Dopo l’approvazione da parte della Duma (il parlamento russo) del disegno di legge che prevede fino a 15 anni di detenzione per chi pubblica ‘informazioni false’ sull’esercito, anche TikTok, social dell’omonima azienda cinese, che fino ad allora non si era schierata anche per ragioni geopolitiche, ha deciso di sospendere le live e i nuovi contenuti in Russia, allo scopo di tutelare gli utenti dal provvedimento di Putin.

Ulteriori sospensioni dei servizi sono provenute da Spotify che ha chiuso i suoi uffici nella Federazione russa e rimosso le sponsorizzazioni provenienti da utenti russi, Google che ha a sua volta sospeso le sponsorizzazioni e Oracle, compagnia di software, che ha abbandonato il territorio.

In seguito a queste prime prese di posizione, molte delle sopracitate aziende hanno deciso di scendere in guerra e supportare in vario modo l’esercito e il popolo ucraino. Microsoft, ad esempio, sta intercettando i cyber-attacchi in Ucraina e ha reso pubbliche le informazioni sul malware FoxBlade, utilizzato dai russi per bucare le difese ucraine. Apple e Google hanno sospeso o limitato il proprio servizio di navigazione sul campo di battaglia al fine di preservare l’incolumità dei cittadini. L’azienda di Mountain View ha inoltre reso disponibile un servizio che avvertirà le persone in caso di raid aereo, inviando ai telefoni Android un alert per conto del governo. La tecnologia è quella già usata sempre da Google per avvertire di terremoti e alluvioni. Meta consentirà messaggi d’odio nei confronti di Putin, l’esercito russo e Lukashenko (presidente bielorusso, complice di Mosca nell’aggressione all’Ucraina) nei paesi dell’ex Unione Sovietica. Airbnb ha fatto sapere che offrirà gratuitamente mille alloggi ai rifugiati ucraini e la società Starlink di Elon Musk ha donato al governo di Zelensky router connessi ad internet attraverso la propria rete di oltre due mila satelliti in orbita.

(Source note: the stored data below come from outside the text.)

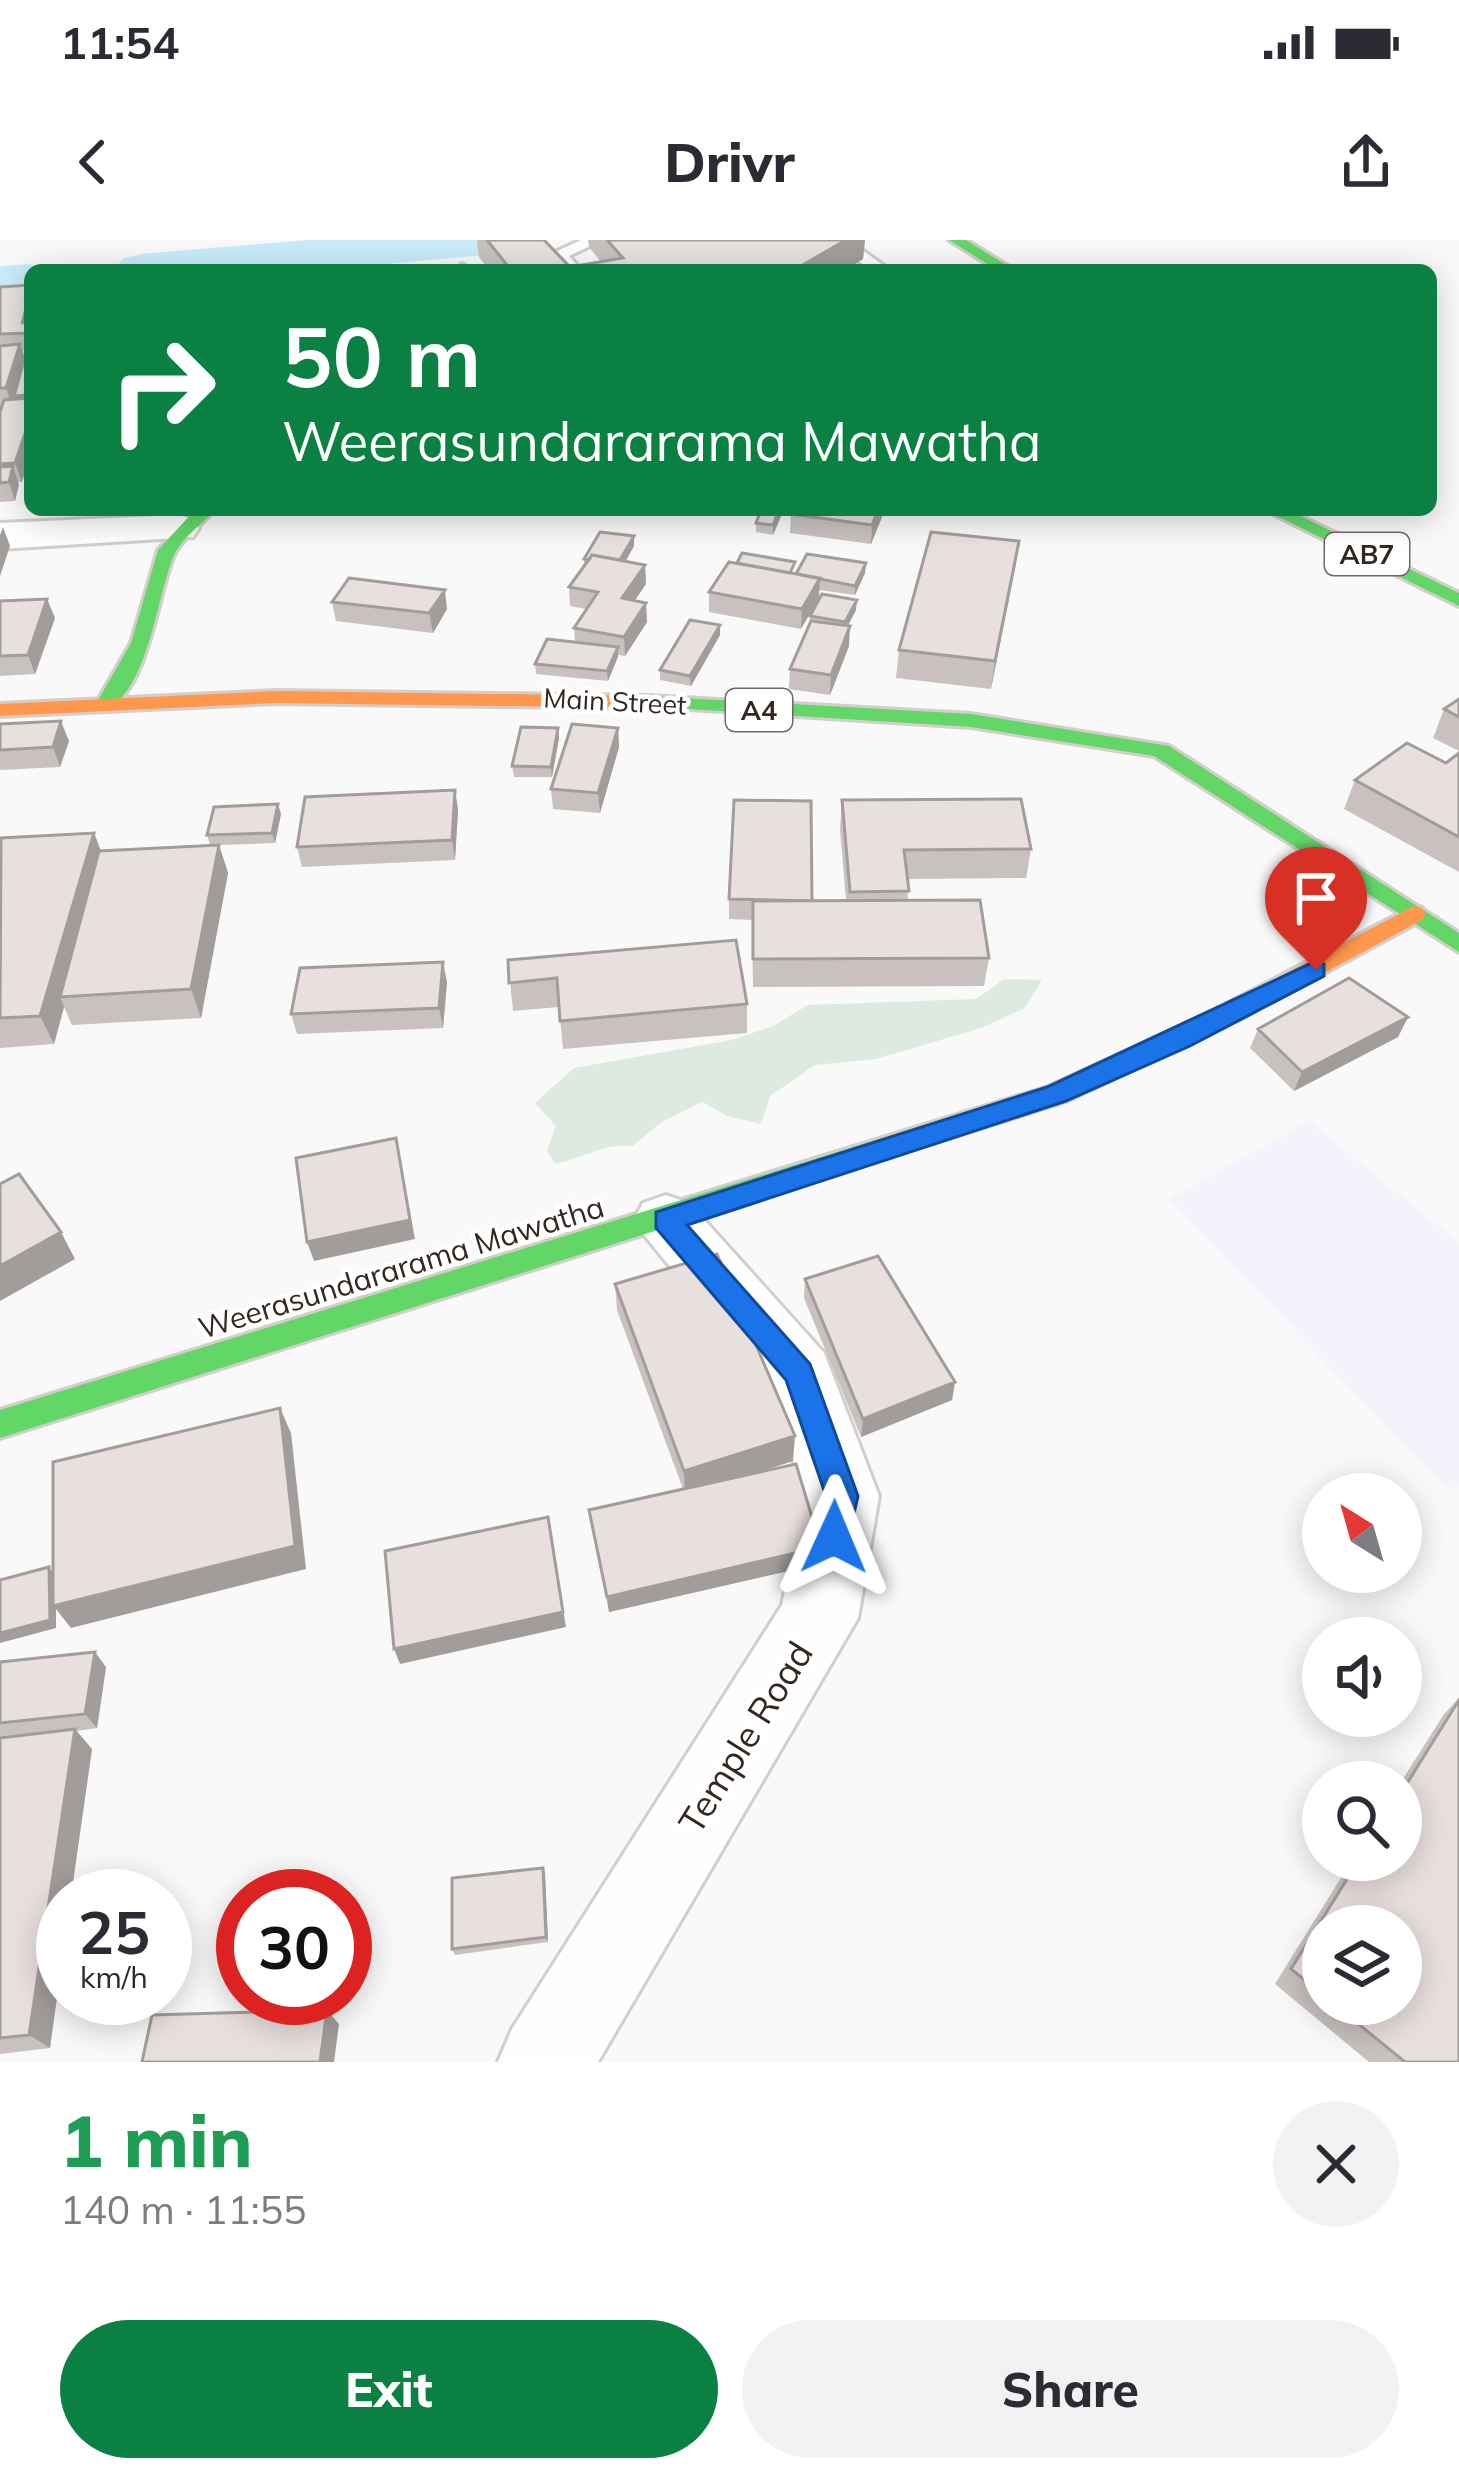 <!DOCTYPE html>
<html lang="en">
<head>
<meta charset="utf-8">
<style>
	body { margin:0; font-family:Mulish,sans-serif; background:#f2f2f3; color:#2b2b33; height:100vh; display:flex; flex-direction:column; font-size:45px; white-space:nowrap }
	* { box-sizing:border-box; margin:0 }
	p { font-size:39px; color:#7c7c81 }
	.icon { flex:none; width:66px; height:66px; fill:none; stroke:currentColor; stroke-width:2; stroke-linecap:round; stroke-linejoin:round }
	.map { position:relative; height:1822px; overflow:hidden }
	.side { display:flex; flex-direction:column; background:#fff; flex:1 }
	.side>* { flex:none }
	.banner { position:absolute; left:24px; top:24px; width:1413px; height:252px; border-radius:18px; box-shadow:0 6px 30px #0003; background:#0b8043; color:#fff; overflow:hidden }
	.needle { width:78px; rotate:323deg }
	.buttons { position:absolute; left:1302px; top:1233px; display:grid; gap:24px }
	.buttons a { display:grid; place-items:center; width:120px; height:120px; border-radius:50%; background:#fff; box-shadow:0 6px 30px #0003; font-size:60px }
	.speed { position:absolute; left:36px; top:1629px; display:flex; gap:24px; font-size:60px; font-weight:700; text-align:center }
	.speed>* { display:grid; place-content:center; width:156px; height:156px; border-radius:50%; background:#fff; box-shadow:0 6px 30px #0003; line-height:1 }
	.speed small { font-size:30px; font-weight:400 }
	.speed .limit { border:18px solid #d22; background:#fff; color:#111 }
	.pin { position:absolute; display:grid; place-items:center; width:102px; height:102px; color:#fff; margin:-123px -51px; border-radius:50% 50% 50% 0; rotate:-45deg; box-shadow:0 0 12px #0007 }
	.pin .icon { rotate:45deg }
	.me { position:absolute; width:132px; margin:-66px; rotate:1deg; stroke-linejoin:round; filter:drop-shadow(0 0 9px #0008) }
	.turn { display:flex; align-items:center; gap:42px; height:252px; padding:0 60px; font-size:54px }
	.turn .icon { width:156px; height:156px; stroke-width:2.5 }
	.turn b { display:block; font-size:84px; line-height:102px }
	.round { display:grid; place-items:center; flex:none; width:126px; height:126px; border-radius:63px; background:#f2f2f3 }
	.head { display:flex; align-items:center; justify-content:space-between; height:204px; padding:0 60px }
	h1 { font-size:72px; font-weight:800; line-height:90px; color:#1e9e55 }
	.cta { display:flex; gap:24px; margin-top:auto; padding:24px 60px }
	.cta a { flex:1; height:138px; border-radius:72px; background:#0b8043; color:#fff; font-size:48px; font-weight:800; line-height:138px; text-align:center }
	.cta a+a { background:#f2f2f3; color:#2b2b33 }
	.status { display:flex; justify-content:space-between; align-items:center; height:84px; padding:0 60px; background:#fff; direction:ltr }
	.status svg { height:33px; fill:currentColor }
	header { display:flex; justify-content:space-between; align-items:center; height:156px; padding:0 60px; background:#fff; font-size:54px; font-weight:800 }
	.map>svg:first-child { display:block }
</style>
</head>
<body>
<div class="status"><b>11:54</b><svg viewBox="0 0 49 12"><path d="M0 12V9h3v3zM5 12V6h3v6zM10 12V3h3v9zM15 12V0h3v12zM26 1h20v11H26zM47 4h2v5h-2z"/></svg></div>
<header><svg class="icon" aria-label="back" viewBox="0 0 24 24"><path d="M15 5l-7 7 7 7"/></svg>Drivr<svg class="icon" aria-label="share" viewBox="0 0 24 24"><path d="M12 15V3M7 8l5-5 5 5M5 13v7h14v-7"/></svg></header>
<div class="map">
<svg width="1459" height="1822" viewBox="0 0 1459 1822">
	<rect width="100%" height="100%" fill="#f9f9f9"/>
	<path fill="#f5f2fb" d="M1309 881 1459 1003V1245L1448 1251 1170 959Z"/>
	<path fill="#ddeadf" d="M1004 739 1042 740 1025 768 981 788 876 819 815 825 770 856 761 884 727 876 702 862 660 883 633 906C605 903 583 918 555 924L547 910 556 886 535 863 574 828 732 800 773 786 808 765 976 759Z"/>
	<g fill="none" stroke-linecap="round" stroke-linejoin="round">
		<path fill="#c8ebfa" fill-rule="evenodd" d="M306 0H511L503 11 485 15 320 30H115L122 19 141 14Z
			M30 24 50 30H30V56L0 58V26Z"/>
		<defs>
			<path id="lane" d="M581 0H603L569 16 581 30H564L551 14Z
				M830 0H848L890 30H871Z
				M462 24 471 30H455Z"/>
			<path id="street" d="M178 275 193 279 199 288 193 297 0 309V283Z
				M666 955 689 963 824 1113 879 1256 858 1378 598 1822H498L512 1789 782 1365 805 1256 769 1149 633 981 643 963Z"/>
			<path id="fast" d="M949 0H966L1014 30H997Z
				M195 270H214C203 284 183 297 175 313 158 348 149 451 107 468L100 466 97 462 131 403 158 310Z
				M1265 270H1288L1459 353V366Z
				M648 456 971 474 1169 506 1459 693V712L1154 516 971 487 641 466 638 462Z
				M1236 761 1248 770 1245 776 1066 861 0 1198V1170L1048 847Z"/>
			<path id="slow" d="M276 451 648 456 658 462 648 468 276 463 0 476V464Z
				M1414 666 1422 668 1426 674 1422 680 1245 776H1227L1224 770 1227 764Z"/>
		</defs>
		<use href="#lane" stroke="#d4cecb" stroke-width="6"/>
		<use href="#street" stroke="#d4cecb" stroke-width="6"/>
		<use href="#fast" stroke="#d4cecb" stroke-width="6"/>
		<use href="#slow" stroke="#d4cecb" stroke-width="6"/>
		<use href="#lane" fill="#fefefe" fill-rule="evenodd"/>
		<use href="#street" fill="#fefefe" fill-rule="evenodd"/>
		<use href="#fast" fill="#63d668" fill-rule="evenodd"/>
		<use href="#slow" fill="#ff974d" fill-rule="evenodd"/>
	</g>
	<path fill="#c8c1bf" fill-rule="evenodd" d="M477 0H544L570 27 601 22 589 7 588 0H865L863 19 845 30H489L479 17Z
		M30 45V111H23L25 117 30 113V217L22 242H18L15 261 0 262V47Z
		M761 270H783L773 295 756 292V283Z
		M791 274 882 277 871 304 790 293Z
		M634 296V306L626 321 645 325 646 344 634 361 646 363 647 382 625 416 618 415 608 441 536 434 535 424 575 402 574 388 586 369 570 366 569 347 584 326V319Z
		M1019 301 991 449 896 438 899 410Z
		M866 323 865 333 855 355 819 350V357L801 389 709 372V352L794 333Z
		M47 359 55 378 35 434 0 436V361Z
		M332 362 447 369 433 393 336 381Z
		M856 370 848 386 849 406 830 455 789 449 790 429 810 384V376Z
		M720 385V395L691 446 660 440V430Z
		M1459 459V511L1433 498 1444 469Z
		M0 484 69 501 60 527 0 530Z
		M558 488 559 498 552 537H514L512 526Z
		M618 488 619 507 600 573 553 569 551 549Z
		M1459 513V632L1344 569 1355 540 1446 523Z
		M455 550 458 570 455 620 302 627 297 607Z
		M842 560 1031 609 1026 638 907 639 908 660 989 718 984 746 753 747 752 680 729 679V659L846 660 840 589Z
		M281 574 275 603 219 605 228 633 201 778 72 785 64 767 54 804 0 808V601L94 593 101 611 210 605 207 595Z
		M508 720 747 764V793L563 809 559 767 513 771Z
		M447 742 443 788 297 794 291 774Z
		M1408 777 1398 797 1294 851 1250 808 1258 789Z
		M805 1039 955 1142 952 1160 861 1197 804 1058Z
		M615 1044 793 1221 757 1233 819 1324 609 1372 589 1270 683 1249 617 1070Z
		M0 1422 106 1427 97 1488 76 1491 92 1509 71 1656H63L50 1808 0 1814Z
		M1459 1458V1822H1369L1275 1744 1352 1620H1401V1542L1444 1474ZM1323 1686 1401 1764H1323Z
		M543 1628 545 1634 548 1702 455 1715 452 1709Z"/>
	<path fill="#a29d9b" d="M846 0H865L863 19 845 30H794Z
		M20 104 26 122 12 166 6 148Z
		M30 179V217L22 242 15 223Z
		M13 226 19 245 15 261 9 242Z
		M779 270H783V272L773 295V285Z
		M878 270H882V277L871 304 872 285Z
		M3 287 10 306 0 336V295Z
		M634 296V306L618 334V324Z
		M1019 301 1015 329 991 449 995 421Z
		M866 323 865 333 855 355V346Z
		M645 325 646 344 623 378 622 358Z
		M820 338 819 357 801 389 802 369Z
		M445 350 447 369 433 393 429 373Z
		M47 359 55 378 35 434 28 415Z
		M857 360 856 370 844 392 845 382Z
		M646 363 647 382 625 416 624 397Z
		M720 385V395L691 446 690 436Z
		M850 386 849 406 830 455 831 435Z
		M618 407V417L608 441 607 431Z
		M61 481 69 501 60 527 53 507Z
		M558 488 559 498 552 537 551 527Z
		M618 488 619 507 600 573 598 553Z
		M455 550 458 570 455 620 452 600Z
		M278 564 281 574 275 603 272 593Z
		M94 593 105 622 60 757 64 767 54 804 40 776Z
		M219 605 228 633 201 778 191 749Z
		M443 722 447 742 443 788 439 768Z
		M1408 777 1398 797 1294 851 1302 832Z
		M396 898 415 999 314 1021 307 1002Z
		M61 992 75 1019 0 1061V1026Z
		M955 1142 952 1160 861 1197 863 1179Z
		M280 1168 291 1193 306 1329 71 1388 56 1369V1388L0 1403V1393L49 1327 55 1336Z
		M795 1196 793 1221 685 1255 684 1231Z
		M548 1277 566 1387 400 1424 394 1409Z
		M821 1307 819 1324 609 1372 607 1357Z
		M95 1412 106 1427 97 1488 85 1474Z
		M75 1489 92 1509 71 1656H63V1715L50 1808 29 1795Z
		M543 1628 545 1634 548 1702 546 1697Z
		M327 1770 339 1784 334 1822H320Z"/>
	<path fill="#e8e0de" stroke="#a29d9b" stroke-width="3" d="M487 0H544L570 27 623 18 607 0H846L794 30H511Z
		M30 45V52L22 84 30 60V93L0 94V47Z
		M20 104 6 148H0V106Z
		M26 113H30V155L14 156Z
		M30 158V179L15 223 0 224V172L4 160Z
		M13 226 9 242 0 243V227Z
		M761 270H779L773 285 756 283Z
		M793 270H878L872 285 791 274Z
		M600 292 634 296 620 320 592 315 589 320 584 319Z
		M931 292 1019 301 995 421 899 410Z
		M742 313 795 322 790 333 737 323Z
		M807 314 866 323 855 346 796 334Z
		M592 315 645 325 622 358 646 363 624 397 574 388 598 352 569 347Z
		M729 322 820 338 802 369 709 352Z
		M349 338 445 350 429 373 332 362Z
		M822 354 857 360 845 382 810 376Z
		M47 359 28 415 0 416V361Z
		M690 380 720 385 690 436 660 430Z
		M811 381 850 386 831 435 790 429Z
		M547 399 618 407 607 431 535 424Z
		M1459 459V477L1444 469Z
		M61 481 53 507 0 510V484Z
		M572 484 618 488 598 553 551 549Z
		M521 487 558 488 551 527 512 526Z
		M1407 503 1446 523 1459 513V597L1355 540Z
		M455 550 452 600 297 607 305 557Z
		M1021 559 1031 609 904 610 909 651 850 652 842 560Z
		M734 560 811 561 812 661 729 659Z
		M278 564 272 593 207 595 214 567Z
		M94 593 40 776 0 778 1 598Z
		M219 605 191 749 60 757 99 611Z
		M980 660 989 718 753 719V661Z
		M736 700 747 764 560 781 557 738 509 743 508 720Z
		M443 722 439 768 291 774 300 728Z
		M1349 738 1408 777 1302 832 1258 789Z
		M396 898 410 980 307 1002 296 918Z
		M19 934 61 992 0 1026V944Z
		M717 1014 795 1196 684 1231 615 1044Z
		M878 1016 955 1142 863 1179 805 1039Z
		M280 1168 295 1306 53 1366V1222Z
		M796 1224 821 1307 607 1357 589 1270Z
		M548 1277 563 1372 394 1409 385 1311Z
		M49 1327 50 1380 0 1393V1340Z
		M95 1412 85 1474 0 1483V1422Z
		M1459 1460V1822H1405L1334 1764H1401V1686H1323V1755L1291 1729 1359 1620H1401V1553Z
		M75 1489 29 1795 0 1798V1498Z
		M543 1628 546 1697 452 1709V1638Z
		M327 1770 320 1822H142L152 1775Z"/>
	<path fill="#1a73e8" stroke="#114b97" stroke-width="3" d="M1316 721 1324 724V736L1190 806 1066 861 687 985 810 1124 858 1256 846 1308 834 1312 823 1308 818 1297 826 1256 786 1140 656 988V972L1047 847Z"/>
	<g text-anchor="middle" dominant-baseline="central" stroke-width="9" stroke-linejoin="round" paint-order="stroke">
		<g fill="#fff" stroke="#716864" stroke-width="3">
			<rect x="1325" y="293" width="84" height="42" rx="9"/>
			<rect x="726" y="449" width="66" height="42" rx="9"/>
		</g>
		<g font-size="27" font-weight="bold" fill="#342721">
			<text x="1367" y="314">AB7</text>
			<text x="759" y="470">A4</text>
		</g>
		<g font-size="27" fill="#342721" stroke="#fff">
			<text transform="translate(615 461) rotate(3)">Main Street</text>
		</g>
		<g font-size="30" fill="#342721" stroke="#fff">
			<text transform="translate(401 1027) rotate(-17)">Weerasundararama Mawatha</text>
		</g>
		<g font-size="36" fill="#342721" stroke="#fff">
			<text transform="translate(745 1497) rotate(-58)">Temple Road</text>
		</g>
	</g>
</svg>
<div class="buttons">
<a><svg class="needle" viewBox="-14 -14 28 28"><path d="M0-13l5 13h-10z" fill="#e53935"/><path d="M0 13l5-13h-10z" fill="#7c7c81"/></svg></a>
<a><svg class="icon" aria-label="sound" viewBox="0 0 24 24"><path d="M4 9h4l5-4v14l-5-4H4zM17 9q2 3 0 6"/></svg></a>
<a><svg class="icon" aria-label="search" viewBox="0 0 24 24"><circle cx="10" cy="10" r="6"/><path d="M15 15l6 6"/></svg></a>
<a><svg class="icon" aria-label="layers" viewBox="0 0 24 24"><path d="M12 4l9 5-9 5-9-5zM3 14l9 5 9-5"/></svg></a>
</div>
<div class="speed"><div>25<small>km/h</small></div><div class="limit">30</div></div>
<div class="pin" style="left:1316px;top:730px;background:#d93025"><svg class="icon" aria-label="arrive" viewBox="0 0 24 24"><path d="M6 21V4h12l-3 4 3 4H6"/></svg></div>
<svg class="me" style="left:834px;top:1297px" viewBox="-20 -20 40 40"><path d="M0-17L14 15 0 8-14 15z" fill="#1a73e8" stroke="#fff" stroke-width="4"/></svg>
<div class="banner">
<div class="turn"><svg class="icon" aria-label="right" viewBox="0 0 24 24"><path d="M7 20v-9h11M14 6l5 5-5 5"/></svg><div><b>50 m</b>Weerasundararama Mawatha</div></div>
</div>
</div>
<section class="side">
<div class="head"><div><h1>1 min</h1><p>140 m · 11:55</p></div><a class="round"><svg class="icon" aria-label="close" viewBox="0 0 24 24"><path d="M6 6l12 12M18 6L6 18"/></svg></a></div>
<div class="cta"><a>Exit</a><a>Share</a></div>
</section>
</body>
</html>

C’è da dire che la Russia aveva previsto una risposta da parte dell’aziende, per lo più situate in paesi occidentali, storicamente ostili alle attività militari del Cremlino. Alcune fonti fanno sapere infatti che sarebbero già in atto strategie per rimpiazzare alcuni di quei servizi: Vkontakte, il social russo, è già più diffuso di Facebook nei territori di Mosca, per i messaggi si sta implementando l’utilizzo di Telegram, piattaforma dell’imprenditore Pavel Durov, perfino per i dispositivi cellulari, il governo consiglia l’acquisto degli AYYAT1, gli smartphone Made in Russia dell’azienda Smartecosystem. Non ci resta che aspettare e vedere quale sarà la prossima mossa.